1. Field of the Invention
The present invention concerns a method for integration of vectorial and/or tensorial measurement data into a representation on a screen of an anatomical image exposure acquired with an imaging medical examination apparatus.
2. Description of the Prior Art
With medical measurement techniques, for example magnetic resonance tomography, it is possible to determine different spatially-resolved characteristics of an examination subject, such as, for example, tissue characteristics. External influences such as a contrast agent administration or applied mechanical oscillations can additionally be used for this purpose in order, for example, to determine tissue elasticity or reflexivity.
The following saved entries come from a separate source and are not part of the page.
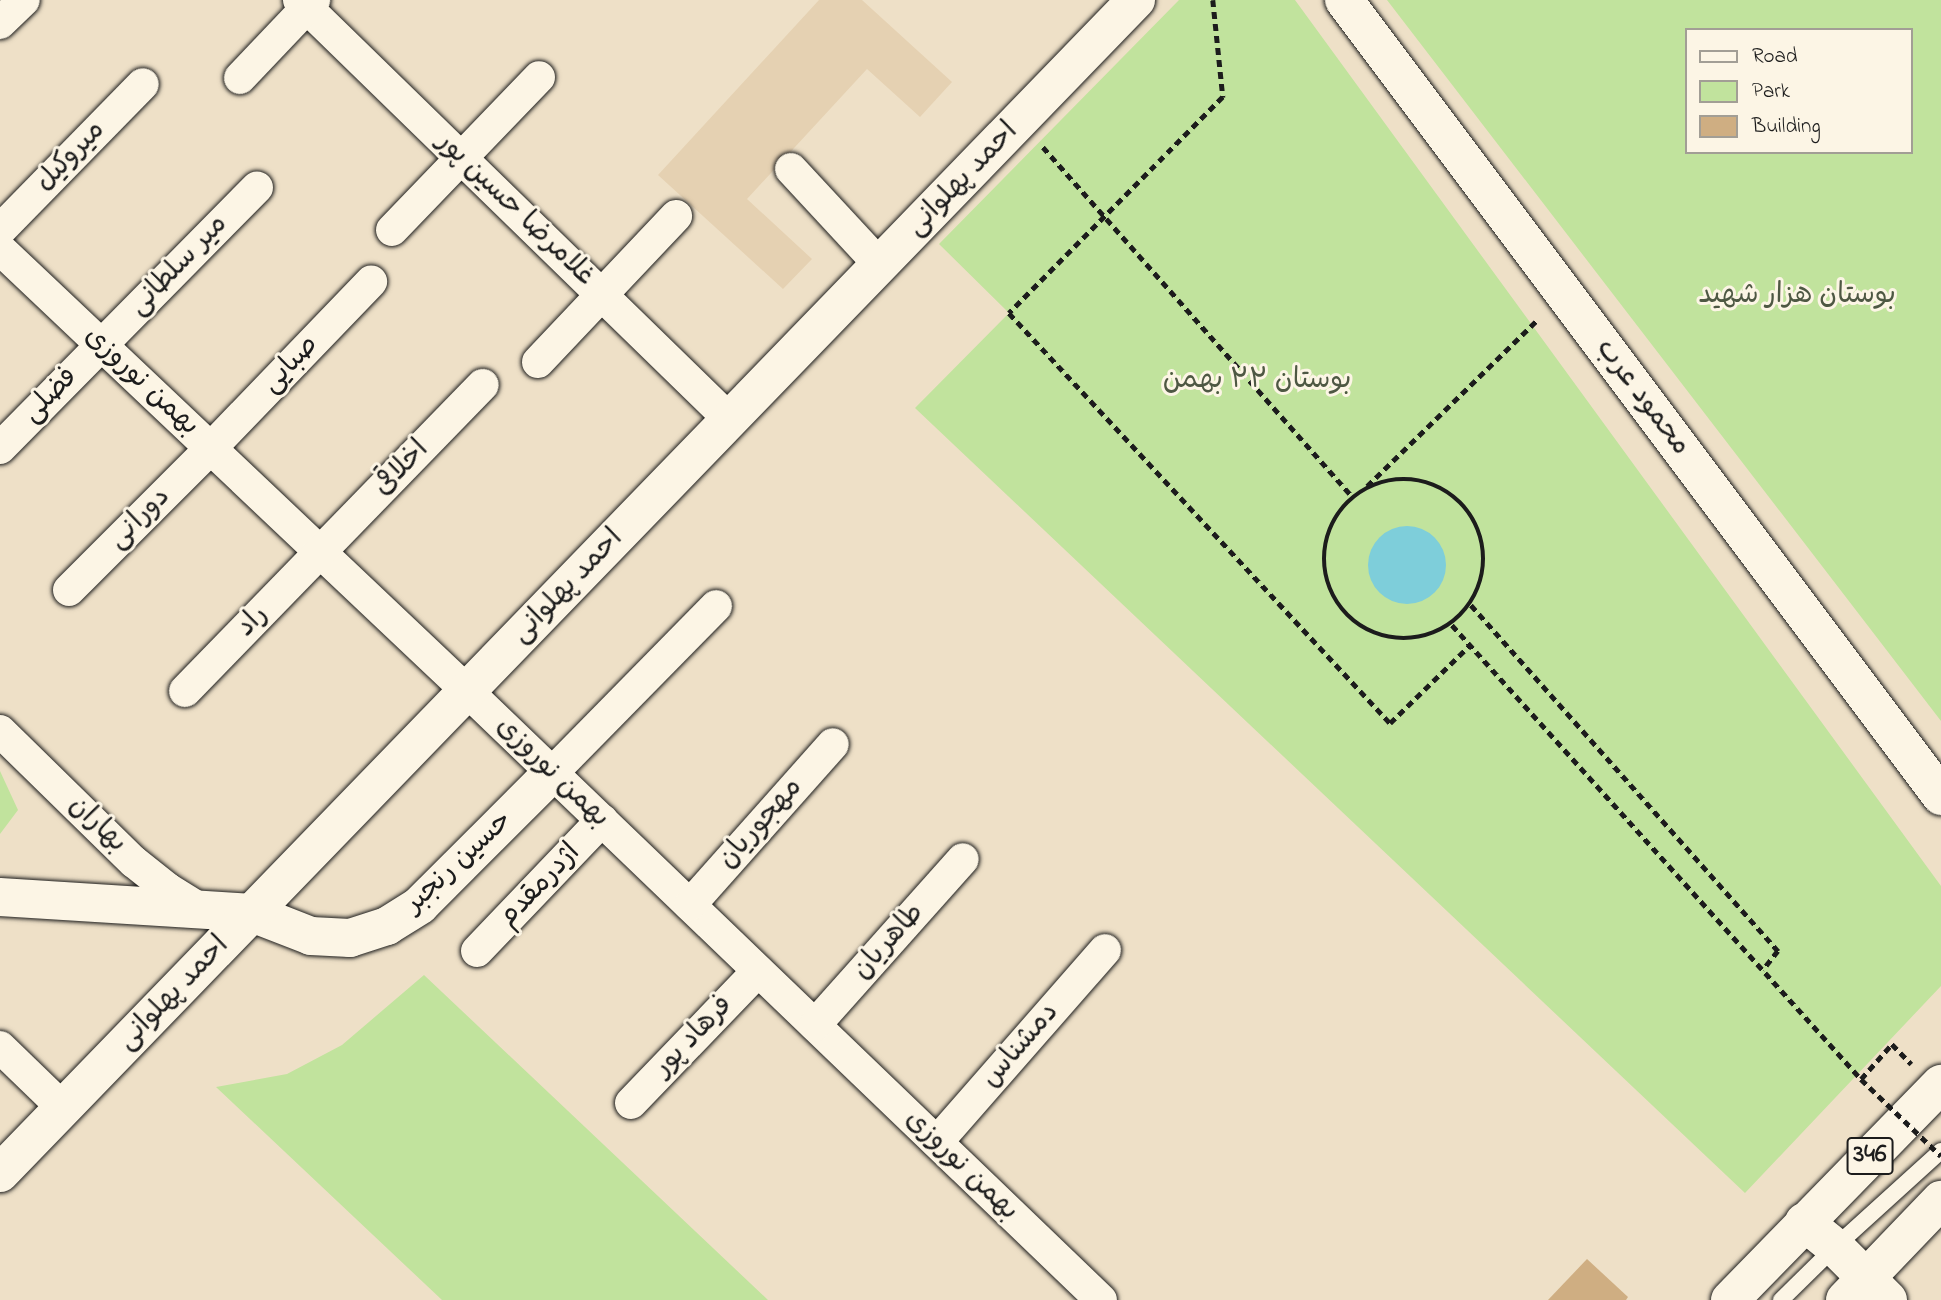 <!DOCTYPE html>
<html>
<head>
<meta charset="utf-8">
<style>
	body { margin:0 }
	#map { position:relative; width:1941px; height:1300px; overflow:hidden; background:#eee0c7; font-family:"Indie Flower","Playpen Sans Arabic",sans-serif }
	div>[style] { position:absolute }
	.built>* { inset:0; background:#e5d1b2 }
	.green>* { inset:0; background:#c1e39d }
	.water>* { inset:0; background:#7eceda }
	.round { border-radius:50% }
	.building>* { inset:0; background:#cfae82 }
	.path>* { height:4.5px; margin-top:-2.25px; transform-origin:0; background:repeating-linear-gradient(90deg,#1c1c1c 0 7px,transparent 0 12px) }
	.path>.ring { margin:-2.25px; padding:0; box-sizing:content-box; background:none; border:4.5px solid #1c1c1c; border-radius:50% }
	.roads { filter:drop-shadow(0 0 2px #1c1c1c) drop-shadow(0 0 2px #1c1c1c) }
	.lane>* { height:16px; margin:-8px; padding:0 8px; transform-origin:8px; border-radius:8px; background:#fcf5e5 }
	.street>* { height:32px; margin:-16px; padding:0 16px; transform-origin:16px; border-radius:16px; background:#fcf5e5 }
	.secondary>* { height:38px; margin:-19px; padding:0 19px; transform-origin:19px; border-radius:19px; background:#fcf5e5 }
	.primary>* { height:38px; margin:-19px; padding:0 19px; transform-origin:19px; border-radius:19px; background:#fcf5e5 }
	.path-bridge>* { height:4.5px; margin-top:-2.25px; transform-origin:0; background:repeating-linear-gradient(90deg,#1c1c1c 0 7px,transparent 0 12px) }
	span { translate:-50% -50%; white-space:nowrap; text-align:center; line-height:1.15; -webkit-text-stroke:6px #fcf5e5; paint-order:stroke }
	.shield-label span { padding:2px 5px; background:#fcf5e5; border:2px solid; border-radius:5px; -webkit-text-stroke-width:0 }
	.shield-label { font-size:26px; color:#1c1c1c; font-weight:700 }
	.street-label { font-size:28px; color:#1c1c1c }
	.park-label { font-size:28px; color:#4e5843 }
	.legend { position:absolute; left:1685px; top:28px; width:228px; height:126px; box-sizing:border-box; background:#fcf5e5; border:2px solid #a29e95; margin:0; padding:9px 12px; list-style:none; font-size:21px; color:#1c1c1c }
	.legend li { display:flex; align-items:center; gap:14px; height:35px }
	.legend b { width:35px; border:2px solid #a29e95 }
</style>
</head>
<body>
<div id="map">
	<div class="built">
		<div style="clip-path:polygon(819px 0,862px 0,952px 82px,920px 117px,867px 69px,747px 199px,812px 259px,783px 289px,658px 175px)"></div>
	</div>
	<div class="green">
		<div style="clip-path:polygon(1179px 0,1295px 0,1941px 886px,1941px 986px,1745px 1193px,915px 408px,1009px 313px,939px 244px)"></div>
		<div style="clip-path:polygon(evenodd,1387px 0,1941px 0,1941px 721px,1387px 0,1687px 30px,1911px 30px,1911px 152px,1687px 152px,1687px 30px)"></div>
		<div style="clip-path:polygon(0 771px,18px 810px,0 834px)"></div>
		<div style="clip-path:polygon(424px 975px,496px 1043px,768px 1300px,442px 1300px,216px 1087px,287px 1074px,342px 1045px)"></div>
	</div>
	<div class="water">
		<div class="round" style="left:1368px;top:526px;width:78px;height:78px"></div>
	</div>
	<div class="building">
		<div style="clip-path:polygon(1587px 1259px,1628px 1297px,1626px 1300px,1548px 1300px)"></div>
	</div>
	<div class="path">
		<div style="left:1213px;top:0;width:98px;rotate:84.1deg"></div>
		<div style="left:1223px;top:97px;width:304px;rotate:134.7deg"></div>
		<div style="left:1009px;top:313px;width:560px;rotate:47.1deg"></div>
		<div style="left:1390px;top:723px;width:112px;rotate:-44.3deg"></div>
		<div style="left:1043px;top:147px;width:468px;rotate:48.5deg"></div>
		<div class="ring" style="left:1324px;top:479px;width:155.5px;height:155.5px"></div>
		<div style="left:1367px;top:486px;width:239px;rotate:-44.3deg"></div>
		<div style="left:1471px;top:605px;width:463px;rotate:48.4deg"></div>
		<div style="left:1778px;top:951px;width:24px;rotate:128deg"></div>
		<div style="left:1452px;top:625px;width:611px;rotate:47.98deg"></div>
		<div style="left:1861px;top:1079px;width:47px;rotate:-48.5deg"></div>
		<div style="left:1892px;top:1044px;width:28px;rotate:46deg"></div>
	</div>
	<div class="roads">
		<div class="lane">
			<div style="left:1781px;top:1300px;width:76px;rotate:-44.5deg"></div>
			<div style="left:1835px;top:1247px;width:143px;rotate:-42.2deg"></div>
		</div>
		<div class="street">
			<div style="left:299px;top:0;width:602px;rotate:44.26deg"></div>
			<div style="left:0;top:23px;width:33px;rotate:-44deg"></div>
			<div style="left:240px;top:78px;width:108px;rotate:-46.5deg"></div>
			<div style="left:791px;top:169px;width:131px;rotate:47.2deg"></div>
			<div style="left:0;top:230px;width:204px;rotate:-45.6deg"></div>
			<div style="left:392px;top:230px;width:212px;rotate:-46.1deg"></div>
			<div style="left:0;top:249px;width:643px;rotate:43.42deg"></div>
			<div style="left:467px;top:691px;width:879px;rotate:43.85deg"></div>
			<div style="left:538px;top:362px;width:201px;rotate:-46.6deg"></div>
			<div style="left:0;top:448px;width:366px;rotate:-45.4deg"></div>
			<div style="left:69px;top:590px;width:201px;rotate:-45deg"></div>
			<div style="left:211px;top:448px;width:231px;rotate:-46.1deg"></div>
			<div style="left:185px;top:691px;width:427px;rotate:-45.8deg"></div>
			<div style="left:0;top:731px;width:187px;rotate:44.4deg"></div>
			<div style="left:134px;top:862px;width:43px;rotate:38.5deg"></div>
			<div style="left:168px;top:889px;width:39px;rotate:32deg"></div>
			<div style="left:552px;top:773px;width:234px;rotate:-45.5deg"></div>
			<div style="left:690px;top:905px;width:215px;rotate:-48.4deg"></div>
			<div style="left:477px;top:951px;width:181px;rotate:-46.3deg"></div>
			<div style="left:815px;top:1025px;width:222px;rotate:-48.3deg"></div>
			<div style="left:0;top:1047px;width:88px;rotate:44.1deg"></div>
			<div style="left:631px;top:1103px;width:183px;rotate:-46.1deg"></div>
			<div style="left:937px;top:1142px;width:255px;rotate:-48.8deg"></div>
		</div>
		<div class="secondary">
			<div style="left:1344px;top:0;width:995px;rotate:53.13deg"></div>
			<div style="left:0;top:897px;width:253px;rotate:3.6deg"></div>
			<div style="left:252px;top:913px;width:63px;rotate:21.3deg"></div>
			<div style="left:311px;top:936px;width:39px;rotate:3deg"></div>
			<div style="left:350px;top:938px;width:39px;rotate:-18deg"></div>
			<div style="left:387px;top:926px;width:39px;rotate:-32deg"></div>
			<div style="left:420px;top:905px;width:187px;rotate:-45deg"></div>
			<div style="left:0;top:1173px;width:1633px;rotate:-45.92deg"></div>
			<div style="left:1804px;top:1222px;width:40px;rotate:39deg"></div>
			<div style="left:1835px;top:1247px;width:75px;rotate:45deg"></div>
		</div>
		<div class="primary">
			<div style="left:1730px;top:1300px;width:302px;rotate:-45.7deg"></div>
			<div style="left:1845px;top:1300px;width:139px;rotate:-46.2deg"></div>
		</div>
	</div>
	<div class="path-bridge">
		<div style="left:1861px;top:1079px;width:111px;rotate:43.9deg"></div>
	</div>
	<div class="shield-label">
		<span style="left:1870px;top:1156px">346</span>
	</div>
	<div class="street-label">
		<span style="left:71px;top:157px;rotate:-46deg">میروکیل</span>
		<span style="left:963px;top:180px;rotate:-46deg">احمد پهلوانی</span>
		<span style="left:515px;top:210px;rotate:44deg">غلامرضا حسین پور</span>
		<span style="left:179px;top:266px;rotate:-46deg">میر سلطانی</span>
		<span style="left:291px;top:365px;rotate:-46deg">صبایی</span>
		<span style="left:141px;top:382px;rotate:43deg">بهمن نوروزی</span>
		<span style="left:51px;top:396px;rotate:-45deg">فضلی</span>
		<span style="left:1642px;top:398px;rotate:53deg">محمود عرب</span>
		<span style="left:402px;top:469px;rotate:-46deg">اخلاقی</span>
		<span style="left:140px;top:519px;rotate:-45deg">دورانی</span>
		<span style="left:568px;top:587px;rotate:-46deg">احمد پهلوانی</span>
		<span style="left:253px;top:622px;rotate:-46deg">راد</span>
		<span style="left:552px;top:773px;rotate:44deg">بهمن نوروزی</span>
		<span style="left:761px;top:824px;rotate:-48deg">مهجوریان</span>
		<span style="left:97px;top:825px;rotate:44deg">بهاران</span>
		<span style="left:459px;top:863px;rotate:-43deg">حسین رنجبر</span>
		<span style="left:540px;top:886px;rotate:-46deg">اژدرمقدم</span>
		<span style="left:889px;top:942px;rotate:-48deg">طاهریان</span>
		<span style="left:174px;top:994px;rotate:-46deg">احمد پهلوانی</span>
		<span style="left:694px;top:1037px;rotate:-46deg">فرهاد پور</span>
		<span style="left:1021px;top:1046px;rotate:-49deg">دمشناس</span>
		<span style="left:961px;top:1166px;rotate:44deg">بهمن نوروزی</span>
	</div>
	<div class="park-label">
		<span style="left:1797px;top:296px">بوستان هزار شهید</span>
		<span style="left:1257px;top:381px">بوستان ۲۲ بهمن</span>
	</div>
	<ul class="legend">
	<li><b style="height:9px;background:#fcf5e5"></b>Road</li>
	<li><b style="height:19px;background:#c1e39d"></b>Park</li>
	<li><b style="height:19px;background:#cfae82"></b>Building</li>
	</ul>
</div>
</body>
</html>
To represent such measurement values in connection with the associated anatomical structures, it has previously been typical to generate an anatomical representation in grey values, on which anatomical representation a color-coded parameter image is then superimposed. Examples of such a representation are the false-color representation of active areas in the human cortex that is superimposed on an anatomical brain image, or red- and blue-color-coded flow images for differentiation of venous and arterial blood that are superimposed on a vessel representation. Representations known as perfusion maps from stroke diagnostics (supported by magnetic resonance apparatuses) are similarly superimposed on diffusion-weighted representations of the brain.
To make such a representation possible, it is necessary for the measurement value to be represented is a scalar, so that it can be associated with a color value. In cases in which the additional measurement value that transcends the purely anatomical data is multi-dimensional, it is necessary to resort to auxiliary constructions such as a representation of vector arrows or the like, but inevitably only a part of the actual present information can be reproduced. The conventionally-used vector arrows thus are shown only for a few selected points of the anatomical representation, such that ultimately a large part (the majority) of the actual measurement information is lost in the representation.